:: Records ::

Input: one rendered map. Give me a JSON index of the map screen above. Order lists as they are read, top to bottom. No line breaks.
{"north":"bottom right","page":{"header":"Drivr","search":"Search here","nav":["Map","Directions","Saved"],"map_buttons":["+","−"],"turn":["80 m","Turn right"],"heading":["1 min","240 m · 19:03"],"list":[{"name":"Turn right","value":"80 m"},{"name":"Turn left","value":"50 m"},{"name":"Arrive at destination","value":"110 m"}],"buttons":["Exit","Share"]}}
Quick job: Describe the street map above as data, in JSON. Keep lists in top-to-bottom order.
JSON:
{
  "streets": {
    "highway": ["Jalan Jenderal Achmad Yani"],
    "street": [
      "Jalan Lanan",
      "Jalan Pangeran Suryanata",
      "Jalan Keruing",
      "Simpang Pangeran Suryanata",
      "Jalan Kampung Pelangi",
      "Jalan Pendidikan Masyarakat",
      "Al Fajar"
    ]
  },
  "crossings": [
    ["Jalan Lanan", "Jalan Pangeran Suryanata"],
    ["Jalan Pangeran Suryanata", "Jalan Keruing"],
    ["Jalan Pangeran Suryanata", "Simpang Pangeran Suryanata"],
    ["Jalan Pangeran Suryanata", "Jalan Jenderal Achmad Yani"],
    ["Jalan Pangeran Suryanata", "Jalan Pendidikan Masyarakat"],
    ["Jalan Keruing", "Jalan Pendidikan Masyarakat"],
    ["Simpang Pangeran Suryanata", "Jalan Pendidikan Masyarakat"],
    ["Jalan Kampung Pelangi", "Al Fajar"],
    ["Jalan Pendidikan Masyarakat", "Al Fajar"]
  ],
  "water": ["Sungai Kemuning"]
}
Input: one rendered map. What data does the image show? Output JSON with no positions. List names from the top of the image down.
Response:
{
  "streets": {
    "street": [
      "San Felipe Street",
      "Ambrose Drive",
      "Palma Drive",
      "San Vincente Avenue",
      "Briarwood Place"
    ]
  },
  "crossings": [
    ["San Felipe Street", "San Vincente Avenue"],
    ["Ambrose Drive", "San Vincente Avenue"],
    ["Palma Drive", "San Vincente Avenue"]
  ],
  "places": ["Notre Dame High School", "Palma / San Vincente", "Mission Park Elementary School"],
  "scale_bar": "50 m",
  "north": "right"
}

:: What is expected ::
Return all lines from the material that contain "data".

:: Solution for this problem ::
Quick job: Describe the street map above as data, in JSON. Keep lists in top-to-bottom order.
Input: one rendered map. What data does the image show? Output JSON with no positions. List names from the top of the image down.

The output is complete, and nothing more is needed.